Выбрать главу

В афише театра значились теперь два моих спектакля и надо было закреплять успех, но сделать мне этого было не суждено. МХАТ так и не стал моим театральным домом. Вообще в своей драматургической судьбе я не познал в полной мере счастья общения с театром – с его закулисной жизнью, с тягомотиной репетиций, со всеми этими сопутствующими службами, с быстрым и легким приятельством и, да поверит мне жена, благосклонностью любимых актрис. Даже когда после банкета, проходившего в честь очередной премьеры у меня в гостинице, в прихожей было «забыто» три плаща, я на другой день честно и простодушно вернул их владелицам.

В Ленинграде я отдал пьесу Анатолию Морозову (брату Бориса), только что переехавшему к нам из Челябинска. Режиссерский дебют ему предстоял в театре у Игоря Владимирова. Спектакль был сделан с подлинным вкусом. Однако, как и следовало ожидать в случае успеха, главный приревновал, с Морозовым расстался, а спектакль снял, как «не соответствующий художественной линии театра, романтического и музыкального в своей основе». Но ни романтики, ни музыкальности пьеса изначально и не сулила! Большие избалованные дети – эти любимцы народа. Чего стоит такой эпизод. На один из спектаклей приехал Собчак, бывший еще не мэром, а председателем Ленсовета. Я уже тогда, будучи депутатом, состоял в его команде, но на спектакль его пригласил не я, а один из актеров, исполнитель главной роли, старый его приятель. О том, что он может прийти, я сам узнал накануне и на всякий случай прихватил бутылку вина – с этим тогда было туго.
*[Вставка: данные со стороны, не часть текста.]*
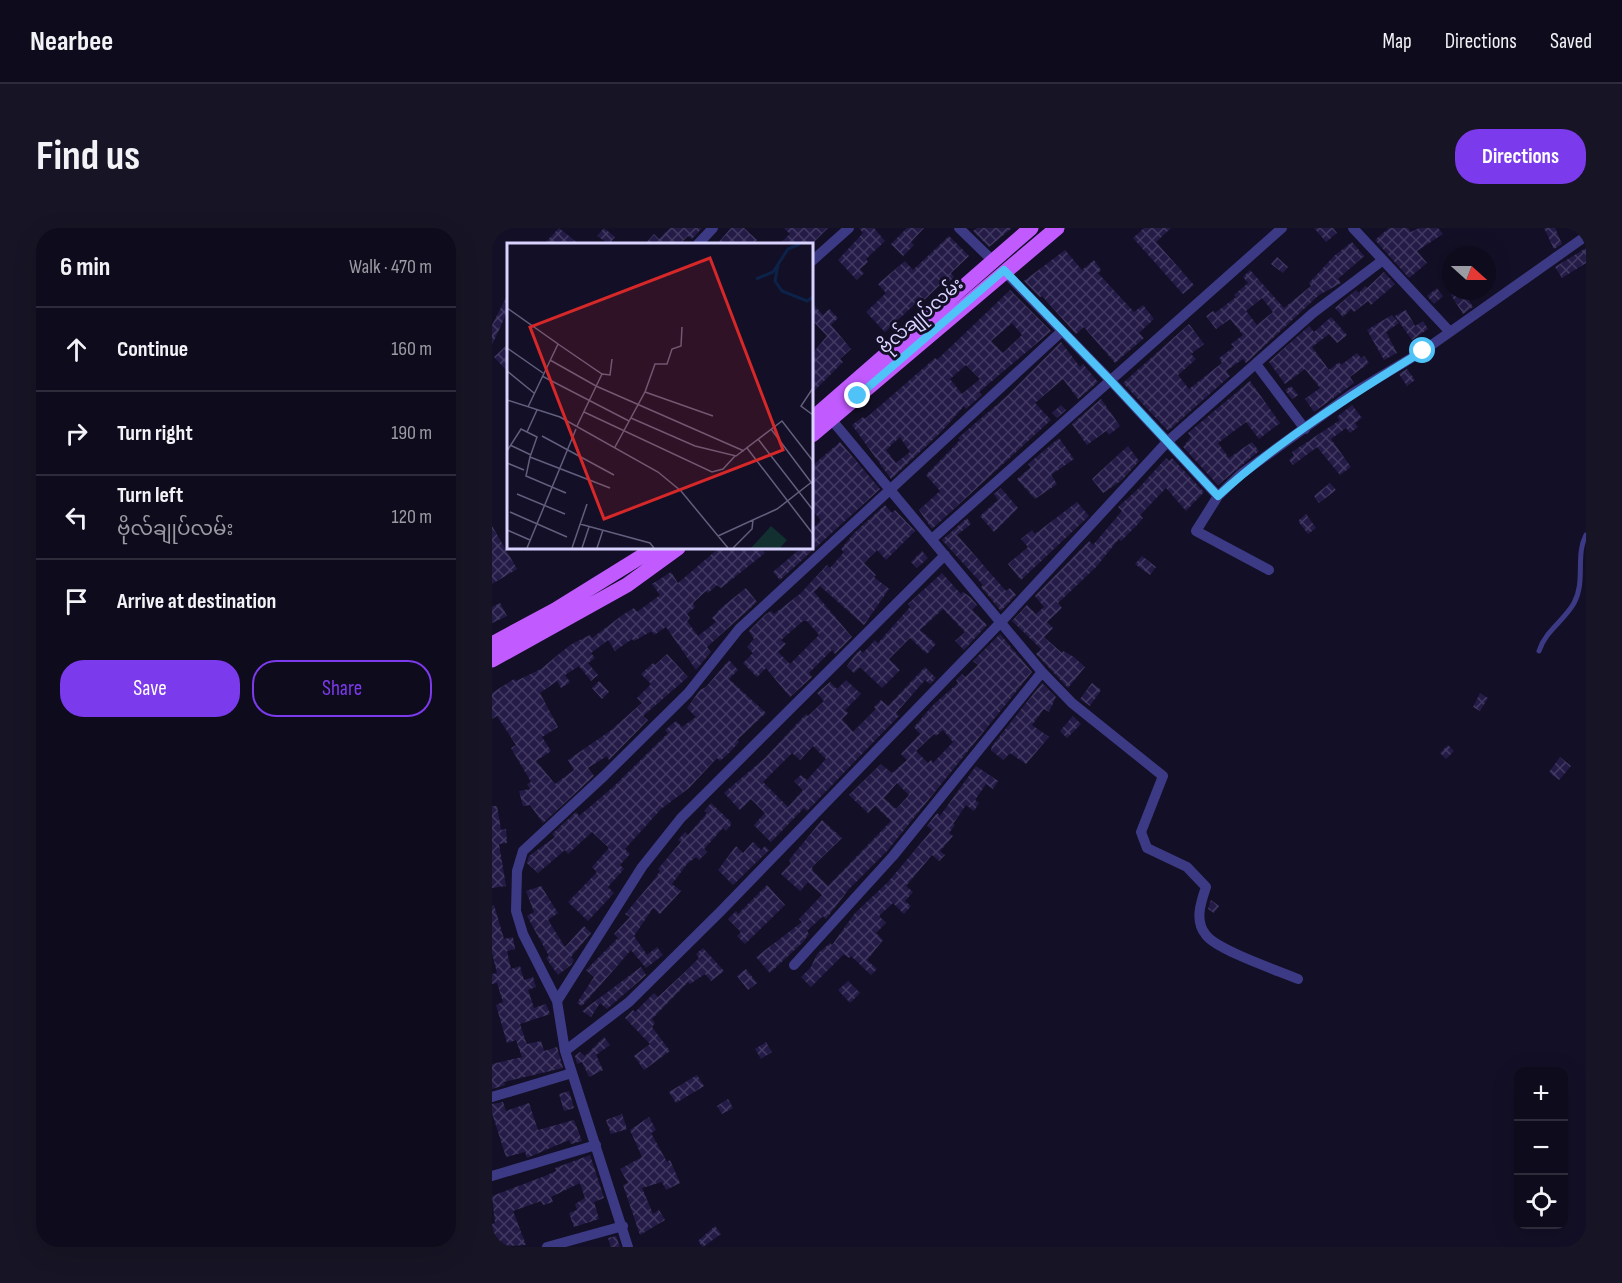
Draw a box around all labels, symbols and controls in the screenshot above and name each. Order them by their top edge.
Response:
text: Nearbee [30,25,113,58]
text: Map [1382,29,1412,54]
text: Directions [1445,29,1517,54]
text: Saved [1550,29,1592,54]
button: Directions [1455,129,1586,184]
text: Find us [36,131,140,182]
inset map [507,243,813,549]
north arrow [1442,246,1496,300]
text: 6 min [60,252,110,283]
text: Walk · 470 m [349,255,432,279]
street label: ဗိုလ်ချုပ်လမ်း [872,271,970,361]
icon: ahead [60,333,93,366]
text: Continue [117,336,188,363]
text: 160 m [391,337,432,361]
route start [1409,337,1435,363]
route end [844,382,870,408]
icon: right [60,417,93,450]
text: Turn right [117,420,193,447]
text: 190 m [391,421,432,445]
text: Turn left [117,482,183,509]
icon: left [60,501,93,534]
text: 120 m [392,505,432,529]
text: ဗိုလ်ချုပ်လမ်း [117,517,233,541]
icon: arrive [60,585,93,618]
text: Arrive at destination [117,588,276,615]
button: Save [60,660,240,717]
button: Share [252,660,432,717]
map controls [1514,1067,1568,1229]
button: + [1514,1067,1568,1121]
button: − [1514,1121,1568,1175]
button: locate [1514,1175,1568,1229]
И естественно, предупредил Владимирова.

И вот, действительно, за минуту до начала в зале появились Собчак с Нарусовой. В антракте мы пришли в кабинет Владимирова, там нам подали чай и вино. Но главный режиссер театра имени Ленсовета к столику, за которым сидел председатель Ленсовета, так и не приблизился. Он остался за своим массивным столом и работал, как теперь говорят, с документами. После окончания спектакля мизансцена повторилась. На все наши с Морозовым просьбы Игорь Петрович отвечал, не скрывая обиды: «Нет, зачем же, это ваше торжество». Я чувствовал себя очень неловко. Наконец, разгримировавшись, пришел актер. Но и это не сняло напряжения. Единственная тема, которую возбудил главный режиссер с дальнего своего стола, это что пора бы театру менять название. Хорошо посидели!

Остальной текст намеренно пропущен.